Jeff believes that the impediment to growth and success is people. “It’s just that simple. If you walk into a pizza place and you see a piece of paper on the floor and two guys just standing there, looking at it – that’s all you need to know about the company. Right there on the spot I can tell you that they don’t care about the food safety or the quality of the product,” he declares.

According to him, it’s not just pizza; you’re making somebody’s dinner for themselves, their spouse and kids. That’s a serious relationship. It had better be good.

He believes that a company is a living organism and if you, for a second, not treat it like a dynamic being, it’s going to atrophy, and it’s going to cost you a lot of money and time to win it back.
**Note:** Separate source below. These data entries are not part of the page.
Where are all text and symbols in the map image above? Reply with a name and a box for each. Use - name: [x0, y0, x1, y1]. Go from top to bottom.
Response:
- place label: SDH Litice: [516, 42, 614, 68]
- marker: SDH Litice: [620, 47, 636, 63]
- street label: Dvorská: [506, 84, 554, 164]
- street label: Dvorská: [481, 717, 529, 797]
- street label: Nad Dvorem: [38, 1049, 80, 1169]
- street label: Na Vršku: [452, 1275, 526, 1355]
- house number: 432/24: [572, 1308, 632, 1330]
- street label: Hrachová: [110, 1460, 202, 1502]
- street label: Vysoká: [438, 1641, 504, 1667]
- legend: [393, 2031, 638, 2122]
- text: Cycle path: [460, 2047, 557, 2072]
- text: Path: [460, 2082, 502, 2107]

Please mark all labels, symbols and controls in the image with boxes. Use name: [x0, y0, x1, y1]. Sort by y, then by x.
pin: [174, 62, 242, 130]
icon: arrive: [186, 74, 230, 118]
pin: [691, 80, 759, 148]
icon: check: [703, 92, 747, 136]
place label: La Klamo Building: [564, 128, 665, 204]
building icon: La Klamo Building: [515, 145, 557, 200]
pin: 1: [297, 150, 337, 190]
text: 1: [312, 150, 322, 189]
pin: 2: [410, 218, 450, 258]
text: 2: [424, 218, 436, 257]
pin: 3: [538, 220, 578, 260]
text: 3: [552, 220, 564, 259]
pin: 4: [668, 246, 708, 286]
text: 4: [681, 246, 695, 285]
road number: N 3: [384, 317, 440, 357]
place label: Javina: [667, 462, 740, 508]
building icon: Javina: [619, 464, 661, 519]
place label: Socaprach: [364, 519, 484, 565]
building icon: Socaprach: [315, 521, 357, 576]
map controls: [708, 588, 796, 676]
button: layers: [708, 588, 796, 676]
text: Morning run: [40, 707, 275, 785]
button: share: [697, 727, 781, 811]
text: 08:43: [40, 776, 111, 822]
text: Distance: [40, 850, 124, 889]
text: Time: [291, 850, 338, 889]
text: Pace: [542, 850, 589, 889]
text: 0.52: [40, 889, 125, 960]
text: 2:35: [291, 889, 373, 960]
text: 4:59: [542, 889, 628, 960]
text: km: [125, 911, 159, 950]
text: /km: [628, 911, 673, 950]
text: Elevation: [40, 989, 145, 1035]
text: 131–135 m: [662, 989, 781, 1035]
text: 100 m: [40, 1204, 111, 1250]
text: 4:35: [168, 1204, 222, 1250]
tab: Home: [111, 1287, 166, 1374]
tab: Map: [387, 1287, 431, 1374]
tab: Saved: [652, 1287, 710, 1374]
It’s just good business sense, according to him. If you treat your employees well, you not only get their loyalty and best output, but also find more people who want to work for you. So you get to pick the best and it’s a domino effect. “But business owners are often very short sighted,” Jeff laments. It’s a tremendous amount of investment – including in terms of energy, he admits – but at the end of the day it pays dividends.

Hope and hard work
As an anthropologist he obviously knows a thing or two about people. “All people want is to be recognised; they want incentive and a way up. Everybody wants a way up,” he declares as he cites his own example. “I dropped out of high school and grew up in a mobile home on a trailer park on the wrong side of town. And now I am working on my PhD, I’ve got beautiful kids, a thriving company – and I can talk to anybody on anything I have some knowledge about and hold my own ground. It doesn’t matter who you are; you can go anywhere.”

He believes in the power of creating that hope within his employees. “For example when I started the pizza place four years ago, I had a pizza delivery kid who came to me for a part-time job. He’s now an equity partner in my company and the director of operations. That was four years ago! And now he sits across the table negotiating ten million dollar distribution deals.”

Having said that, he also stresses on the fact that it takes a lot of hard work to succeed. “When my father’s generation had to be in at work at seven, they got in at 6:30 am. The youth now, if they are 15 minutes late they think they are doing good,” he shakes his head, as he talks about how the recession forced us to abandon that complacency and feeling of entitlement. “We’ve now gone through a catastrophic economic failure globally. The game is over. Sitting on bean bags at work, bringing your pet to the office, having a ping-pong table, ‘where’s my equity and share’ – that’s gone. Hard work is back. The world is rolling up its sleeves again and our parents’ work ethic is back.”

So what are his parting words of advice for businesses: “I think the last few months have been a wakeup call; companies and individuals who work hard and smart will have an edge. For us, what’s going to determine our success or failure is the quality of our people. It’s just that simple. Money is everywhere – that’s easy to raise. The magic is not raising money, the magic is making money.”

That’s a good line. He should definitely tweet it.